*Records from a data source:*
==*==
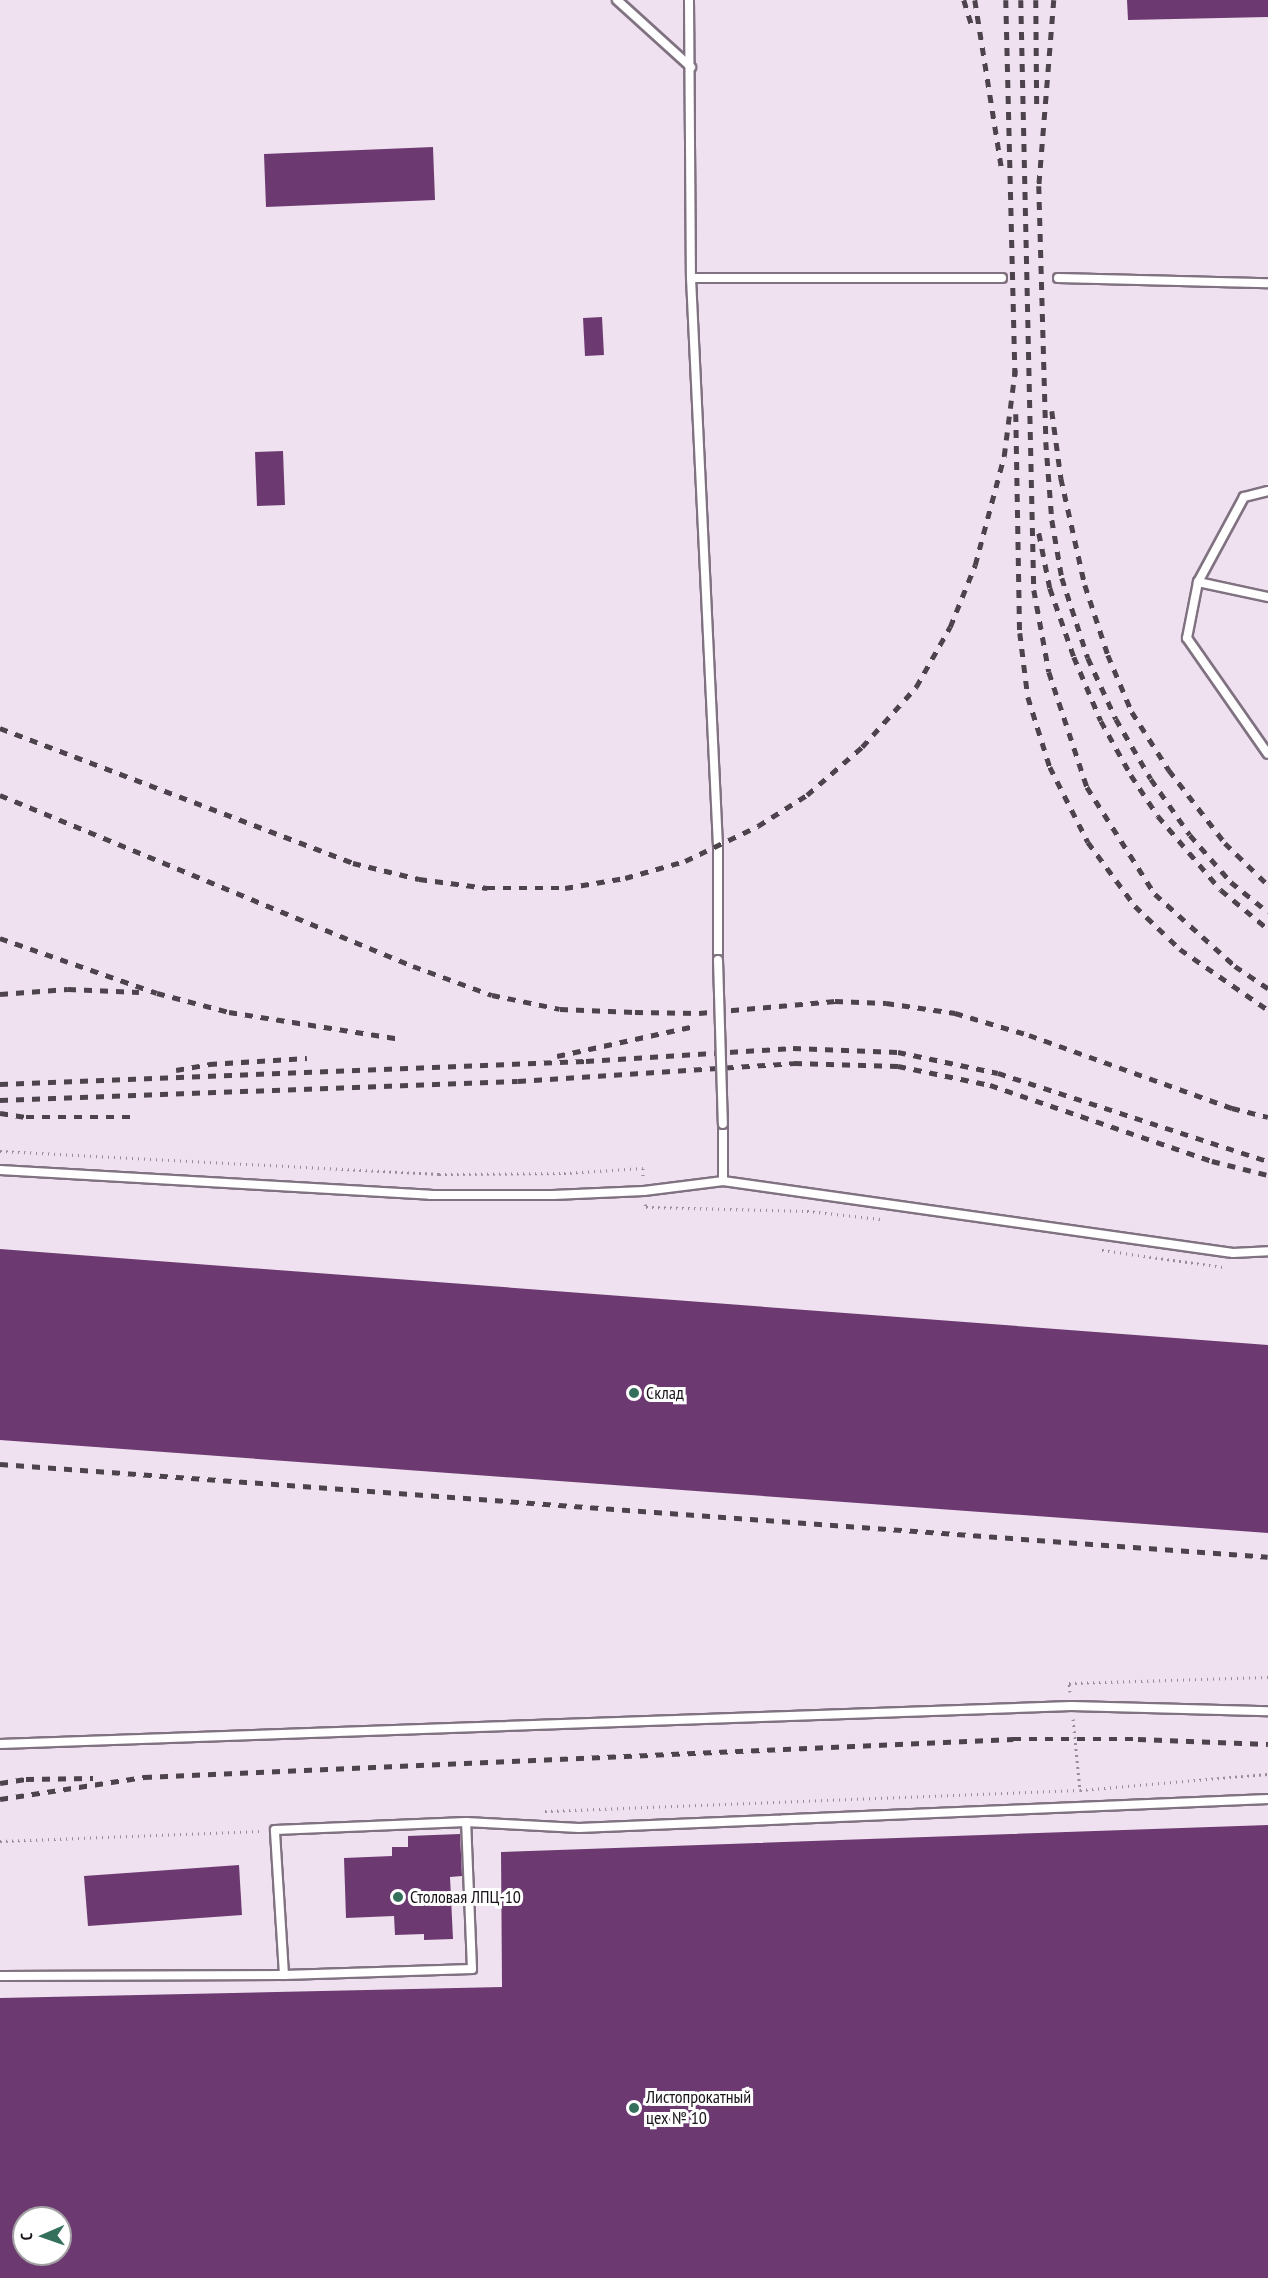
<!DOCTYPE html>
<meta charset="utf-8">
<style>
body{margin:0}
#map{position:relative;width:1268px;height:2278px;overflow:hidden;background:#f0e1f1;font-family:"PT Sans Narrow",sans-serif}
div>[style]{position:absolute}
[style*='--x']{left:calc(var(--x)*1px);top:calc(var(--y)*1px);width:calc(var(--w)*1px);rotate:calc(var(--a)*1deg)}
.building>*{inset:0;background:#6c3a70}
.path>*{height:3px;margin-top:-1.5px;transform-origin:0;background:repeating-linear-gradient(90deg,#978c98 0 1.5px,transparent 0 6px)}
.roads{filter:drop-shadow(2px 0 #807280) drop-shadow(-2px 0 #807280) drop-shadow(0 2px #807280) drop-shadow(0 -2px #807280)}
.service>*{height:8px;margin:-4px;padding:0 4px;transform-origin:4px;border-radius:4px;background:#fff}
.rail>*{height:4.5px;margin-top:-2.25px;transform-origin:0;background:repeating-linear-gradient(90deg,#4c434c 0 8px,transparent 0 16px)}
.bridges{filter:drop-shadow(2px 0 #807280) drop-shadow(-2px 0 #807280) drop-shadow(0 2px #807280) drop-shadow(0 -2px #807280)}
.service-bridge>*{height:8px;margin:-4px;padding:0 4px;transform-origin:4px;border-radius:4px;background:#fff}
.dots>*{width:16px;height:16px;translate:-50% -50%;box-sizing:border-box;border:3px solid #fff;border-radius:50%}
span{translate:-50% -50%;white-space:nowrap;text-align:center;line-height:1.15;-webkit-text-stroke:6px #fff;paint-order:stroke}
.poi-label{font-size:18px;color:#1b151b}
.left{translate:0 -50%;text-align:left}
.north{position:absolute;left:12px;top:2206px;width:60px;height:60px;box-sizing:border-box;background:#fff;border:2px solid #a4a1a4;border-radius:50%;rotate:268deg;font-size:16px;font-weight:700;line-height:24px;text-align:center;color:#1b151b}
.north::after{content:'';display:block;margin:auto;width:21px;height:27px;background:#34705b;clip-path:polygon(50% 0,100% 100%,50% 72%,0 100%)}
</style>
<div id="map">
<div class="building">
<div style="clip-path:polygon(1127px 0,1268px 0,1268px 17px,1128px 20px)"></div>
<div style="clip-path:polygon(433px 147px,435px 200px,266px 207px,264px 154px)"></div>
<div style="clip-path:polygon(602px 317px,604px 355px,585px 356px,583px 318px)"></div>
<div style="clip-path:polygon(283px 451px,285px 505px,257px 506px,255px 452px)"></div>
<div style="clip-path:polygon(0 1249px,1268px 1345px,1268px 1533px,0 1440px)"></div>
<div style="clip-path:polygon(evenodd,1268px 1825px,1268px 2278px,0 2278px,0 1998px,502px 1987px,501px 1852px,1268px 1825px,24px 2218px,60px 2218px,60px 2254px,24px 2254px,24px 2218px)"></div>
<div style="clip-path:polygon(460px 1834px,462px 1876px,450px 1877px,453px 1939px,424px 1940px,424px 1934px,395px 1935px,394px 1916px,346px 1918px,344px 1858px,392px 1856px,392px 1847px,408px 1847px,408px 1836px)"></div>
<div style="clip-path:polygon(239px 1865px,242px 1915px,88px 1926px,84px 1876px)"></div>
</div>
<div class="path">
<div style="--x:0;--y:1151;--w:440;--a:3"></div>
<div style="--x:439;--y:1174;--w:125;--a:-0.5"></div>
<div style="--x:564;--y:1173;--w:79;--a:-3.6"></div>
<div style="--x:643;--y:1168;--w:12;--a:90"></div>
<div style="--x:645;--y:1204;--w:3;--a:72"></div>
<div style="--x:646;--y:1207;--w:161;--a:1.4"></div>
<div style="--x:807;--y:1211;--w:75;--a:6.1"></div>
<div style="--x:1102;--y:1250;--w:122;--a:8"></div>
<div style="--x:1070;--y:1692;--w:9;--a:-96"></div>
<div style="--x:1069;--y:1683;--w:199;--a:-1.7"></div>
<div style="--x:1073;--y:1719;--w:71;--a:84.4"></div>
<div style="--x:545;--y:1811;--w:535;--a:-2.25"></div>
<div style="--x:1080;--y:1790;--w:189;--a:-4.9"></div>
<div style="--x:0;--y:1841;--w:261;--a:-2.2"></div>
</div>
<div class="roads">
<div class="service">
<div style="--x:617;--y:0;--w:100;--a:42.2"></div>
<div style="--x:689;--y:0;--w:278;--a:89.6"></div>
<div style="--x:691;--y:278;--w:570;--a:87.28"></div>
<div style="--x:718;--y:847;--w:113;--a:90"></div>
<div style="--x:691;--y:278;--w:311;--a:0"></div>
<div style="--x:1058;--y:278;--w:210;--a:1.4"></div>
<div style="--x:1268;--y:491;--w:25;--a:166"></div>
<div style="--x:1244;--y:497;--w:97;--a:118.4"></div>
<div style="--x:1198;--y:582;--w:57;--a:101.1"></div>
<div style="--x:1187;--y:638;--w:141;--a:55.1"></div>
<div style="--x:1198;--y:582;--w:72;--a:12.1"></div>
<div style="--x:723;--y:1124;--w:57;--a:90"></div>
<div style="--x:0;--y:1170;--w:431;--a:3.3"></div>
<div style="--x:430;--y:1195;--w:123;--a:0"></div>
<div style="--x:553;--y:1195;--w:91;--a:-2.5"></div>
<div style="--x:644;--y:1191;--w:80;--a:-7.2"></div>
<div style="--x:723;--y:1181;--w:515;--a:8.04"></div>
<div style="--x:1233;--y:1253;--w:35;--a:-3"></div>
<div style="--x:0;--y:1744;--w:1072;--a:-2.03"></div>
<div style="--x:1071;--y:1706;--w:197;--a:1.5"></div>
<div style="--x:284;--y:1975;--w:188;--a:-1.8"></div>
<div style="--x:472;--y:1969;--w:147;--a:-92.3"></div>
<div style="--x:0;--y:1976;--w:284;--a:-0.2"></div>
<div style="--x:284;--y:1975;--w:145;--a:-93.6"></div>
<div style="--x:275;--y:1830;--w:191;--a:-2.4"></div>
<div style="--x:466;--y:1822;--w:113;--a:3"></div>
<div style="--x:579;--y:1828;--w:690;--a:-2.41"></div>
</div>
</div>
<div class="rail">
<div style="--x:964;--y:0;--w:28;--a:73"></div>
<div style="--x:975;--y:0;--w:172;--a:81"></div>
<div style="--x:1006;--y:0;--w:378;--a:88.6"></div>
<div style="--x:1021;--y:0;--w:590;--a:88.74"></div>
<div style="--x:1034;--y:590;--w:83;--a:79.6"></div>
<div style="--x:1049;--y:672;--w:121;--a:71.7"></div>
<div style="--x:1087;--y:787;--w:127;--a:57.6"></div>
<div style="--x:1155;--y:894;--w:108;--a:42"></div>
<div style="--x:1235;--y:966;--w:40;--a:34"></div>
<div style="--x:1036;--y:0;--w:111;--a:89.5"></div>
<div style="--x:1054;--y:0;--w:187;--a:94.6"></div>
<div style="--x:1039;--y:186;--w:256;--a:88.4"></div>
<div style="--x:1046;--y:442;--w:78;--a:85.6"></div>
<div style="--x:1052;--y:520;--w:59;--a:80.2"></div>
<div style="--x:1062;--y:578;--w:84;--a:72"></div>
<div style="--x:1088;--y:658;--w:67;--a:65.3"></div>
<div style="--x:1116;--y:719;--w:69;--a:59.7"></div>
<div style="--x:1151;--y:779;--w:68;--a:55.1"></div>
<div style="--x:1190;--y:835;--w:62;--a:48.9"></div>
<div style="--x:1231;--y:882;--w:48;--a:39"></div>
<div style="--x:1052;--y:411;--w:68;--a:82.3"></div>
<div style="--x:1061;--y:478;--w:110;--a:77.4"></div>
<div style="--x:1085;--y:585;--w:74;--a:71.8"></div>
<div style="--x:1108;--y:655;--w:62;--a:67.2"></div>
<div style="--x:1132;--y:712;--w:69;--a:57.5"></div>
<div style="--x:1169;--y:770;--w:92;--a:52.5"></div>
<div style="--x:1225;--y:843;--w:60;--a:44.3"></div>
<div style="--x:1016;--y:414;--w:219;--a:89"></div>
<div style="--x:1020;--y:633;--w:64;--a:82.9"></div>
<div style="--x:1028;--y:697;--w:73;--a:72.6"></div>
<div style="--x:1050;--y:767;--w:84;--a:63.1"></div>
<div style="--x:1088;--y:842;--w:79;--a:53.7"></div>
<div style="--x:1135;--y:906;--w:62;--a:43.7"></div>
<div style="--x:1180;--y:949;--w:107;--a:34.7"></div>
<div style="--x:1039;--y:533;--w:56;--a:78.7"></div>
<div style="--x:1050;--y:588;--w:73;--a:70.8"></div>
<div style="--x:1074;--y:657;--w:69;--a:67.1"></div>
<div style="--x:1101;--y:721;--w:62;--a:60.9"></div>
<div style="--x:1131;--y:775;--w:49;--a:56.6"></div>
<div style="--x:1158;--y:816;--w:97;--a:49.6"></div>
<div style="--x:1221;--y:890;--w:61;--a:39.7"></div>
<div style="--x:0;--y:728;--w:378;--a:20.9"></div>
<div style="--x:353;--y:863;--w:68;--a:13.6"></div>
<div style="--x:419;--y:879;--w:69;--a:7.5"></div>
<div style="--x:487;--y:888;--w:78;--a:0"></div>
<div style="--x:565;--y:888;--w:61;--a:-9.5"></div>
<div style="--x:625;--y:878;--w:62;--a:-15.8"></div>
<div style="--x:685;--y:861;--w:81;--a:-25.6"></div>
<div style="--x:758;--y:826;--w:58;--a:-32.3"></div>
<div style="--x:807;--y:795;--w:73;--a:-41.1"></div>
<div style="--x:862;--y:747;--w:81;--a:-48"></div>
<div style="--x:916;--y:687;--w:69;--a:-60.5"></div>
<div style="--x:950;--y:627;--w:67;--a:-68"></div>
<div style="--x:975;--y:565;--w:113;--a:-75.1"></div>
<div style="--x:1004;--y:456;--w:87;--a:-82.7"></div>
<div style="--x:0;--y:795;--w:447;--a:22.5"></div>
<div style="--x:413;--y:966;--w:84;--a:20.2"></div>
<div style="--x:492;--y:995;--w:69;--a:11.6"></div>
<div style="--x:560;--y:1009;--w:75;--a:2.3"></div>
<div style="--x:635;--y:1012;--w:64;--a:0.9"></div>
<div style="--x:699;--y:1013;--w:137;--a:-5"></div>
<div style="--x:835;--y:1001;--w:51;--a:2.2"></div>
<div style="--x:886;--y:1003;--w:70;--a:8.2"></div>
<div style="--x:955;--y:1013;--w:77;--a:16.6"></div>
<div style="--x:1029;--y:1035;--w:216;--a:19.8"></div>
<div style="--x:1232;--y:1108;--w:37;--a:14"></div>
<div style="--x:0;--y:938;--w:166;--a:19.3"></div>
<div style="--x:157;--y:993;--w:74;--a:14.8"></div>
<div style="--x:229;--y:1012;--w:174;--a:8.9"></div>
<div style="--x:0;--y:994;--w:68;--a:-4.2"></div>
<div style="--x:68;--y:989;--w:71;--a:2.4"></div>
<div style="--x:557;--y:1056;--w:141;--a:-12.3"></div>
<div style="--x:176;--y:1070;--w:34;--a:-10"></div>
<div style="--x:209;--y:1064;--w:98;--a:-3.5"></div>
<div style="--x:0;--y:1084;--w:586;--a:-2.25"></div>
<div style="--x:586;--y:1061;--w:207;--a:-3.6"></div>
<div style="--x:793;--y:1048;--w:105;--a:2.2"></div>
<div style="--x:898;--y:1052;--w:102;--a:11.9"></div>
<div style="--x:998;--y:1073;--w:284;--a:18.1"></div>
<div style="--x:0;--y:1100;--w:518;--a:-2.1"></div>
<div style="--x:518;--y:1081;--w:277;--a:-3.7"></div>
<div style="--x:794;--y:1063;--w:104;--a:1.7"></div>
<div style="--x:898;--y:1066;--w:94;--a:11.7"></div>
<div style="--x:990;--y:1085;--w:235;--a:18.9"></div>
<div style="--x:1212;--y:1161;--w:58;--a:14"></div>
<div style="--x:0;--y:1113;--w:26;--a:9"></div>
<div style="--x:26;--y:1117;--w:111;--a:0"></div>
<div style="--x:0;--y:1464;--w:1271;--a:4.19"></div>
<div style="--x:0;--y:1783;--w:26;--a:-9"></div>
<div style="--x:26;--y:1779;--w:67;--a:-0.9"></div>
<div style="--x:0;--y:1799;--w:146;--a:-8.7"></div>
<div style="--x:144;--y:1777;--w:870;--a:-2.5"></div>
<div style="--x:1013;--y:1739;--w:125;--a:0"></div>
<div style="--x:1138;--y:1739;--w:130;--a:2.2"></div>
</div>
<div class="bridges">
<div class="service-bridge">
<div style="--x:718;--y:960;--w:164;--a:88.3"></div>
</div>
</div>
<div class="dots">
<div style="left:634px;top:1393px;background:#34705b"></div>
<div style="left:398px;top:1897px;background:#34705b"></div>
<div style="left:634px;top:2108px;background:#34705b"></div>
</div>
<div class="poi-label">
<span class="left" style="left:646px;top:1393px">Склад</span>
<span class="left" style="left:410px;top:1897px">Столовая ЛПЦ-10</span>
<span class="left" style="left:646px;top:2108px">Листопрокатный<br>цех № 10</span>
</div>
<div class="north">С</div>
</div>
==*==
*Problem:* Restate exactly, please, only the lines between the start of the data and the line containing "0 1.5px,transparent 0", both ends included, skipping the pictures.

*Response area:*
<!DOCTYPE html>
<meta charset="utf-8">
<style>
body{margin:0}
#map{position:relative;width:1268px;height:2278px;overflow:hidden;background:#f0e1f1;font-family:"PT Sans Narrow",sans-serif}
div>[style]{position:absolute}
[style*='--x']{left:calc(var(--x)*1px);top:calc(var(--y)*1px);width:calc(var(--w)*1px);rotate:calc(var(--a)*1deg)}
.building>*{inset:0;background:#6c3a70}
.path>*{height:3px;margin-top:-1.5px;transform-origin:0;background:repeating-linear-gradient(90deg,#978c98 0 1.5px,transparent 0 6px)}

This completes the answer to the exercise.